Electronic – How to test the continuity of an anti-static wrist band

antistaticcontinuityprotection

I am looking to purchase some anti-static gear for when working on electronics(I'm assuming all electronics should be worked with on an anti-static pad, that's correctly grounded, correct?), and noticed in some reviews there are mention of not having "Continuity" in the strap they purchased.

One review mentions

WARNING FOR PURCHASERS AND ALL BRANDS OF A COMPUTER ANTI-STATIC WRIST STRAP –
Before beginning my PC build, and looking at this $400 motherboard, from a past experience, I decided to verify that the Rosewill ESD Anti-Static wrist Strap will actually work, by testing it with my Multi meter.
The Results were stunning – THERE IS NO CONTINUITY (CONNECTION) FROM THE ALLIGATOR CLIP TO THE METAL PAD ON THE WRIST STRAP – THIS NO STATIC PROTECTION!

So this brings a couple questions:
1) Is the bad connection just on the wrist strap I just bought, or on a whole bunch.
2) How many people buy any brand of anti-static wrist straps, put it on and think they are protected, then for their electrical part go bad thinking they were protected!!

Worse yet, most everything Nowadays is cheap China Stuff (CCS) and it is really hard for a company to make sure China/Asian products have quality.

I had randomly learned about continuity(right before reading this review), from a video of a water damaged iphone. The user used a multi-meter while connecting 1 side to something (couldn't see in the video), and would test both sides of the capacitor to see if it would beep. If both sides beeped, it seemed to be a bad capacitor, but if only one side beeped, that means it was good.

So I'm curious about,

  1. If the information presented in the video is true, and if so what exactly is going on there with the beeps and why it should only beep on one side?

  2. What exactly am I trying to test, and where, on the anti-static wrist band? The definition of continuity mentions "Continuous flow" so would I test the 2 ends, and multiple parts of the wire if something goes wrong, or…?

Any information about continuity testing, and any information about the subject in electronics, or some guidance to reading materials would be greatly appreciated, thanks.

EDIT: Review was from https://www.amazon.com/Rosewill-Anti-Static-Components-RTK-002-Yellow/product-reviews/B004N8ZQKY/ref=cm_cr_dp_synop?ie=UTF8&reviewerType=all_reviews&showViewpoints=0&sortBy=recent#R2LY6BRSK3A4UN

The segment is from 26 mins or so on this video https://www.youtube.com/watch?v=plmElKA6qKM&list=PLtjsWVbfWwk6cIQEN4aWjIiaP4VgXYuB0&index=3

Sorry share isn't working so I cannot get it directly at the timestamp.

Best Answer

Overview:

A good wrist strap system has a large resistance between the skin contact and ground. Typically this is 1 MΩ, which is relatively large. This large resistance is there for your safety, in case an error somewhere connects you to a hazardous voltage. Even this high resistance is sufficient for protecting your devices from ESD.

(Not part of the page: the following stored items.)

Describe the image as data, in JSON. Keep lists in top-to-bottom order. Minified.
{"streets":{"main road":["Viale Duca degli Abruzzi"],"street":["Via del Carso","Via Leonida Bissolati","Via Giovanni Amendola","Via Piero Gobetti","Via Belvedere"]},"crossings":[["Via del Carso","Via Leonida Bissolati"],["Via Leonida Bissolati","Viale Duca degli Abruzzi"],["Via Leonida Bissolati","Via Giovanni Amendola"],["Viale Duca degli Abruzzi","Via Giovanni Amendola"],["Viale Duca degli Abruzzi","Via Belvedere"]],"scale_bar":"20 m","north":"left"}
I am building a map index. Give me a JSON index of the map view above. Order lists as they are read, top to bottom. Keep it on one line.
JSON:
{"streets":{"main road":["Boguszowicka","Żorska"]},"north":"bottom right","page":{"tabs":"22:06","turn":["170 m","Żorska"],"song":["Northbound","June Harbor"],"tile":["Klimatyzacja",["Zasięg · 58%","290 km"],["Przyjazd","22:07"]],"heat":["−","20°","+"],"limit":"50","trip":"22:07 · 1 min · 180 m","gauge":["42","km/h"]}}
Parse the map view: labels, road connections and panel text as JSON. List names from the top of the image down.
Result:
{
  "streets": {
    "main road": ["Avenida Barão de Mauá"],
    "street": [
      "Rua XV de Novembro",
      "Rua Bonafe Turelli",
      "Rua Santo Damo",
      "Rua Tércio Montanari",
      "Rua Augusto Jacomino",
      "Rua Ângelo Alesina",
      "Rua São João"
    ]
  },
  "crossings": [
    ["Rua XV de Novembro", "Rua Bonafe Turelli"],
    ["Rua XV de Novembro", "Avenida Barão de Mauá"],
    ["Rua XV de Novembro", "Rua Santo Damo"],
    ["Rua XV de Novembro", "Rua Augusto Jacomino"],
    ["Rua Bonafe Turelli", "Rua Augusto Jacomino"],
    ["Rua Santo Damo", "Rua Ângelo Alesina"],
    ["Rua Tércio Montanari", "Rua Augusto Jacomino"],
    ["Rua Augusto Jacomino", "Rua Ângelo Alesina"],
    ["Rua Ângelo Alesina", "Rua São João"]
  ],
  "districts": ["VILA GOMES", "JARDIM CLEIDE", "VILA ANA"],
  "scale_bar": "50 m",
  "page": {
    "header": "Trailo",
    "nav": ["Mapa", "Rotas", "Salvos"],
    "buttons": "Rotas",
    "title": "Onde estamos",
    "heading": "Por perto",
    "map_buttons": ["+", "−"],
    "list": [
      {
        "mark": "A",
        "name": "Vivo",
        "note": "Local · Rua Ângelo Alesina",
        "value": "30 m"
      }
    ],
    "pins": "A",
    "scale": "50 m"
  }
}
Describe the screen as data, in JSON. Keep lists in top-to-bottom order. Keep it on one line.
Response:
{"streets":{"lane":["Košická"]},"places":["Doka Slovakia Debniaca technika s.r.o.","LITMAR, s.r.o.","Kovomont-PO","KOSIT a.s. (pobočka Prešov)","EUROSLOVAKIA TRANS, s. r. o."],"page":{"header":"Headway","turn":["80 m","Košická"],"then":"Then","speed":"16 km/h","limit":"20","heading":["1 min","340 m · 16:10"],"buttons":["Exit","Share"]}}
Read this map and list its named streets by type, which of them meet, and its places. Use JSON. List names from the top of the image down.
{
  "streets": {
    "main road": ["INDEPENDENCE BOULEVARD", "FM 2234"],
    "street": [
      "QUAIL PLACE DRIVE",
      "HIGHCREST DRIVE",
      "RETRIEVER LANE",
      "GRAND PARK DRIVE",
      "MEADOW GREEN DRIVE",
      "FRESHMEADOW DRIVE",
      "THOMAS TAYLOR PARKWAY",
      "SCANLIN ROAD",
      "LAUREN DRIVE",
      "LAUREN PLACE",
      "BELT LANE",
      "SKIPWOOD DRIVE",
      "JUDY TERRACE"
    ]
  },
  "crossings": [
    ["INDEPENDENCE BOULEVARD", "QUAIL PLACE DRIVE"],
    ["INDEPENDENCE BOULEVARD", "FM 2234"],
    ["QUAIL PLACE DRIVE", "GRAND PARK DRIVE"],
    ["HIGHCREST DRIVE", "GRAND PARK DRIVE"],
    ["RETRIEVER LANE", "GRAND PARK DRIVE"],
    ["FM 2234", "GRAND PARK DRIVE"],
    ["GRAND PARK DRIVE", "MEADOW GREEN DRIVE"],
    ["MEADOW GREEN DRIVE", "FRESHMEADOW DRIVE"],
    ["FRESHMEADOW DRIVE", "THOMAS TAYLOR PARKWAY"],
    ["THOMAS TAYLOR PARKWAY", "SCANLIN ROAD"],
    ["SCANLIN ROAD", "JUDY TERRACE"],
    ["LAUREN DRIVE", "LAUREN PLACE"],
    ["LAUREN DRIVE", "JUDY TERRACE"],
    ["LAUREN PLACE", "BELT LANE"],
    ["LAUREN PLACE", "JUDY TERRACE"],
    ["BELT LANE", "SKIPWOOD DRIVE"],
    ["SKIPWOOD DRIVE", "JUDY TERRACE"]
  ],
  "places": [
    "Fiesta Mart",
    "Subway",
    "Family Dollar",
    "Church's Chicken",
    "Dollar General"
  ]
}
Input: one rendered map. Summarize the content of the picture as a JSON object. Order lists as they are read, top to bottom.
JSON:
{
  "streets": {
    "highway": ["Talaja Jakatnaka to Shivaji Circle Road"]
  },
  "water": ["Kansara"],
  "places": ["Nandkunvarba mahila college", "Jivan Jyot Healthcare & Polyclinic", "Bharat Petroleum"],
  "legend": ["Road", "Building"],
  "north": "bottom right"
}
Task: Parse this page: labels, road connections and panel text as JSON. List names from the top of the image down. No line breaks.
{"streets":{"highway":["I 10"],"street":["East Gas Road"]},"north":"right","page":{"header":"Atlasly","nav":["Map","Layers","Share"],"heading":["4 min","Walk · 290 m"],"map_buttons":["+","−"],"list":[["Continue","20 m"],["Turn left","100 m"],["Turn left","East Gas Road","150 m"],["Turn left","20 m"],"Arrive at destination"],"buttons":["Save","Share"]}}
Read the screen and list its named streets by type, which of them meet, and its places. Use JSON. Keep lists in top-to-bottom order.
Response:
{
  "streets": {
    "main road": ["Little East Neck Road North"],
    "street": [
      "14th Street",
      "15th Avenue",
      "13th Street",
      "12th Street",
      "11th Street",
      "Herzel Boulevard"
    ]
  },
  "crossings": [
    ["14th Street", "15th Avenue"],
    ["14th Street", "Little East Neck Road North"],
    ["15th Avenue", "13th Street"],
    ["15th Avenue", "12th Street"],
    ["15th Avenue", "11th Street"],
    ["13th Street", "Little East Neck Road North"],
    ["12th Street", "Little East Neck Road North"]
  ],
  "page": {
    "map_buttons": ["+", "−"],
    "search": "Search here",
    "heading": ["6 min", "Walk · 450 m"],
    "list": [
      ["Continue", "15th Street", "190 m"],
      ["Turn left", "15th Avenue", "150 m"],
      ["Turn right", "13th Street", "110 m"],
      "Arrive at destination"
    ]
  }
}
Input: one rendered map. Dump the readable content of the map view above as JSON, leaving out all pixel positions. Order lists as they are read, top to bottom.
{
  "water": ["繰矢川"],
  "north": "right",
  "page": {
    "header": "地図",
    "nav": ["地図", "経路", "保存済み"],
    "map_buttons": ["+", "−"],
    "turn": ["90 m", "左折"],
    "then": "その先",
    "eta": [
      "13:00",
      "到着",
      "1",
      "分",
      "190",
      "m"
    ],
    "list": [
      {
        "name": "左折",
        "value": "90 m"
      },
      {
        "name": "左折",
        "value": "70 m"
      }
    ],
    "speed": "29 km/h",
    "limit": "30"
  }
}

A typical multimeter should be able to measure this resistance. However, most continuity tests will probably report it as open. This is because many continuity functions are looking for resistances less than 100 Ω.

Verifying your wrist strap:

Here is how you measure your wrist strap system - check from the skin contact side of the strap (red meter lead) to the part that gets connected directly to ground (black meter lead). Make sure your meter is configured to measure resistances higher than 1 MΩ, as the resistor will not be a precision tolerance. Note that in this picture I am making sure I don't touch any of the metal surfaces, which would give a bad reading.

Measure the resistance from the inside of the wrist strap to the outside or the end of the cord. Make sure you're on the high resistance scale of your meter if it does not auto range.

Properly Measuring a wrist strap system

In the labs I work in, the resistor is in the actual lead somewhere (the black wire). On the snap housing it is marked as 1 MΩ, and all the wrist straps are low resistance connections from the skin side to the snap connector. I have seen ESD straps with a 1 MΩ resistor built-in.

Don't use the continuity test:

For kicks and giggles, here's the result when you use the continuity check function on the whole thing - it reads as an open circuit (no continuity). With my setup, I would expect the meter to beep/show continuity on the wrist strap, but not on the wire lead.

Continuity won't work here

Conclusions:

Without knowing if the reviewer just used a continuity test, or actually measured the resistance (or even where they measured), it's impossible to draw any conclusions from the review. If the reviewer knew how to properly measure the system, then I would consider that a defective product. If the reviewer tried to use a continuity check across a 1 MΩ resistor, then the reviewer is not being helpful at all. The wording of the review makes me suspect the latter, but it is impossible to know from what was written.